▶ What is required
Only one stretch of the data below is wanted: the lines starting at the one with "I am building" and ending at the one with "Give me a JSON index of the", both included, given again exactly.

Collected data:
>>>

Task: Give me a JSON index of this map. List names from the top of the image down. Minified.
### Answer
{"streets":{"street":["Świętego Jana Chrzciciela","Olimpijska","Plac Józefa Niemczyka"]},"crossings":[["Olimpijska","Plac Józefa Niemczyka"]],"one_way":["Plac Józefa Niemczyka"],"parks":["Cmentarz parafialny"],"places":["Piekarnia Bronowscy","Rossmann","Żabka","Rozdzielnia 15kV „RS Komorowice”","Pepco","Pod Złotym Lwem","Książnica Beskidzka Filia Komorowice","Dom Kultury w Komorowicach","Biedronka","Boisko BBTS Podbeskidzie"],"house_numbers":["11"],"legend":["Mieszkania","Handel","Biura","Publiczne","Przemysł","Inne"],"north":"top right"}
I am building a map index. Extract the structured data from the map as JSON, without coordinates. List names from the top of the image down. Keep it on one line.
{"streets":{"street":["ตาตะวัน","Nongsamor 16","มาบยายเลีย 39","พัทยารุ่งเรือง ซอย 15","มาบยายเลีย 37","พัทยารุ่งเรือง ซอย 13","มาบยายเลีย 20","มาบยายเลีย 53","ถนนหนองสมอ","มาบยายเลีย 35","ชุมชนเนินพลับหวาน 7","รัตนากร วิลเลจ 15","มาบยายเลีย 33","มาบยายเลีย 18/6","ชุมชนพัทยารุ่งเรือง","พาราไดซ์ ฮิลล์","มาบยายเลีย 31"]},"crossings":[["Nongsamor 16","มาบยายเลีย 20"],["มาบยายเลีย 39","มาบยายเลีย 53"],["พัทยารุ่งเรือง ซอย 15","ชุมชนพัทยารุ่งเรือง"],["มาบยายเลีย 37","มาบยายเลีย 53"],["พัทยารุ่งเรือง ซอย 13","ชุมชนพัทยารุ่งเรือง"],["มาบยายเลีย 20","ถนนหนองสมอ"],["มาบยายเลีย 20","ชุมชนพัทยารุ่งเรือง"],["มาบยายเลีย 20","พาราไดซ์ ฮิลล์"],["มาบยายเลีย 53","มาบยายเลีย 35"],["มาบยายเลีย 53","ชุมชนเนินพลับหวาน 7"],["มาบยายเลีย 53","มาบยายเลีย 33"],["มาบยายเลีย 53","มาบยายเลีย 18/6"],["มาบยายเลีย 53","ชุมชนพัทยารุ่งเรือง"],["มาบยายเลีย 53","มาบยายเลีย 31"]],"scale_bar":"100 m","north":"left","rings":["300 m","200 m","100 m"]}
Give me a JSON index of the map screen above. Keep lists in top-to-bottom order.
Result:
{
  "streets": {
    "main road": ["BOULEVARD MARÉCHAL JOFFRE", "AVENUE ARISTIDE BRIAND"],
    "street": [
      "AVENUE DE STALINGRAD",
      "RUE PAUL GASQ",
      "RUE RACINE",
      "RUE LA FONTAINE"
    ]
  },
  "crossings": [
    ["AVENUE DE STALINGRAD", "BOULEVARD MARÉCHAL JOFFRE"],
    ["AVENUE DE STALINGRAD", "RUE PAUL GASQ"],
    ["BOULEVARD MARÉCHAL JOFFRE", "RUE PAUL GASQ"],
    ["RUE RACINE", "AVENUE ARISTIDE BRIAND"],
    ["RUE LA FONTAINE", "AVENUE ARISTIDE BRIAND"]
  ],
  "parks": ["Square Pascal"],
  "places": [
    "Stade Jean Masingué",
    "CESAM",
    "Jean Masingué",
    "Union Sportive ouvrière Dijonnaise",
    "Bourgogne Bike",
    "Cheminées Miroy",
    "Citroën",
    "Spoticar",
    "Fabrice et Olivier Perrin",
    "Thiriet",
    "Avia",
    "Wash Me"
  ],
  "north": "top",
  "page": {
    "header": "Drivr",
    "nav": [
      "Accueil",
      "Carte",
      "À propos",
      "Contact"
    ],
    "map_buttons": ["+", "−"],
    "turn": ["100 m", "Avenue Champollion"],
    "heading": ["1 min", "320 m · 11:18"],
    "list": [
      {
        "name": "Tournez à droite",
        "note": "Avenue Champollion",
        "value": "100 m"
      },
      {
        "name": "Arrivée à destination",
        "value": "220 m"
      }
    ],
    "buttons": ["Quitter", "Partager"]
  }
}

<<<

▶ Response to the task
I am building a map index. Extract the structured data from the map as JSON, without coordinates. List names from the top of the image down. Keep it on one line.
{"streets":{"street":["ตาตะวัน","Nongsamor 16","มาบยายเลีย 39","พัทยารุ่งเรือง ซอย 15","มาบยายเลีย 37","พัทยารุ่งเรือง ซอย 13","มาบยายเลีย 20","มาบยายเลีย 53","ถนนหนองสมอ","มาบยายเลีย 35","ชุมชนเนินพลับหวาน 7","รัตนากร วิลเลจ 15","มาบยายเลีย 33","มาบยายเลีย 18/6","ชุมชนพัทยารุ่งเรือง","พาราไดซ์ ฮิลล์","มาบยายเลีย 31"]},"crossings":[["Nongsamor 16","มาบยายเลีย 20"],["มาบยายเลีย 39","มาบยายเลีย 53"],["พัทยารุ่งเรือง ซอย 15","ชุมชนพัทยารุ่งเรือง"],["มาบยายเลีย 37","มาบยายเลีย 53"],["พัทยารุ่งเรือง ซอย 13","ชุมชนพัทยารุ่งเรือง"],["มาบยายเลีย 20","ถนนหนองสมอ"],["มาบยายเลีย 20","ชุมชนพัทยารุ่งเรือง"],["มาบยายเลีย 20","พาราไดซ์ ฮิลล์"],["มาบยายเลีย 53","มาบยายเลีย 35"],["มาบยายเลีย 53","ชุมชนเนินพลับหวาน 7"],["มาบยายเลีย 53","มาบยายเลีย 33"],["มาบยายเลีย 53","มาบยายเลีย 18/6"],["มาบยายเลีย 53","ชุมชนพัทยารุ่งเรือง"],["มาบยายเลีย 53","มาบยายเลีย 31"]],"scale_bar":"100 m","north":"left","rings":["300 m","200 m","100 m"]}
Give me a JSON index of the map screen above. Keep lists in top-to-bottom order.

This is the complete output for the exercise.